**Task description**.
I need each line of the entries below that includes the string "Lassalle".

__________________________________________________

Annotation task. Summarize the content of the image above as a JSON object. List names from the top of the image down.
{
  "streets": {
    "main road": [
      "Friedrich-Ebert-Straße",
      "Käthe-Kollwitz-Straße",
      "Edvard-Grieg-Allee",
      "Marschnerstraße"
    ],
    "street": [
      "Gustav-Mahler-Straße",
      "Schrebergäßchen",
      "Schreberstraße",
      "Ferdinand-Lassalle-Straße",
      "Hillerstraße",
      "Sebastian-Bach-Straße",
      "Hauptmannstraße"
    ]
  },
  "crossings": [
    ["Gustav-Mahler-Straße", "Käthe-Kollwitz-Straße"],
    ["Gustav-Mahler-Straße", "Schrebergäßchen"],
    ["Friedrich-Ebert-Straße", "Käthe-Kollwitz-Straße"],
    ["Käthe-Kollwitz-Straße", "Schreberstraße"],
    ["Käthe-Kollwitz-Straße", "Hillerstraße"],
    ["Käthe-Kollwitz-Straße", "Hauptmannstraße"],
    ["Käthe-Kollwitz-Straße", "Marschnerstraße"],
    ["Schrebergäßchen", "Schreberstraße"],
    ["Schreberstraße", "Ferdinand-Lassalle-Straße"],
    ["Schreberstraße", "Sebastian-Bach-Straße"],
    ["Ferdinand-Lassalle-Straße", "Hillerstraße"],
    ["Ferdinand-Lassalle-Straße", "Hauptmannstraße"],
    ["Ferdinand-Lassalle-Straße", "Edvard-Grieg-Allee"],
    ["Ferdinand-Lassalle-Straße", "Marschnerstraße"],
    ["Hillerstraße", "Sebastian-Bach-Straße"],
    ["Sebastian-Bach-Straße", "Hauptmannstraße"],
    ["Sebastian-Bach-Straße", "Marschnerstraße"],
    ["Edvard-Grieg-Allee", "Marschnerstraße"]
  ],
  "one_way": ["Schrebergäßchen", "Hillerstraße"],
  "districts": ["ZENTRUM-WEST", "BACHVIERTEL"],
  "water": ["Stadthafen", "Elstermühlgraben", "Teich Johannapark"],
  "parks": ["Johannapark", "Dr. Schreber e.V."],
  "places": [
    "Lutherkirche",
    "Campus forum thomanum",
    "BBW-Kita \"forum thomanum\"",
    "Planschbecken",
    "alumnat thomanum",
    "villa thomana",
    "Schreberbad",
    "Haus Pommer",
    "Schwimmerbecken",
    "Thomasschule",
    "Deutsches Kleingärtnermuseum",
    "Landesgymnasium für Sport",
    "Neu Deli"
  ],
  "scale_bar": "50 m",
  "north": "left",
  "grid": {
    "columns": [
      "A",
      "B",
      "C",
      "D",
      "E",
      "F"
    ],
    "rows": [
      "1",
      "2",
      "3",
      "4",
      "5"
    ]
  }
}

__________________________________________________

**Your solution**.
      "Ferdinand-Lassalle-Straße",
    ["Schreberstraße", "Ferdinand-Lassalle-Straße"],
    ["Ferdinand-Lassalle-Straße", "Hillerstraße"],
    ["Ferdinand-Lassalle-Straße", "Hauptmannstraße"],
    ["Ferdinand-Lassalle-Straße", "Edvard-Grieg-Allee"],
    ["Ferdinand-Lassalle-Straße", "Marschnerstraße"],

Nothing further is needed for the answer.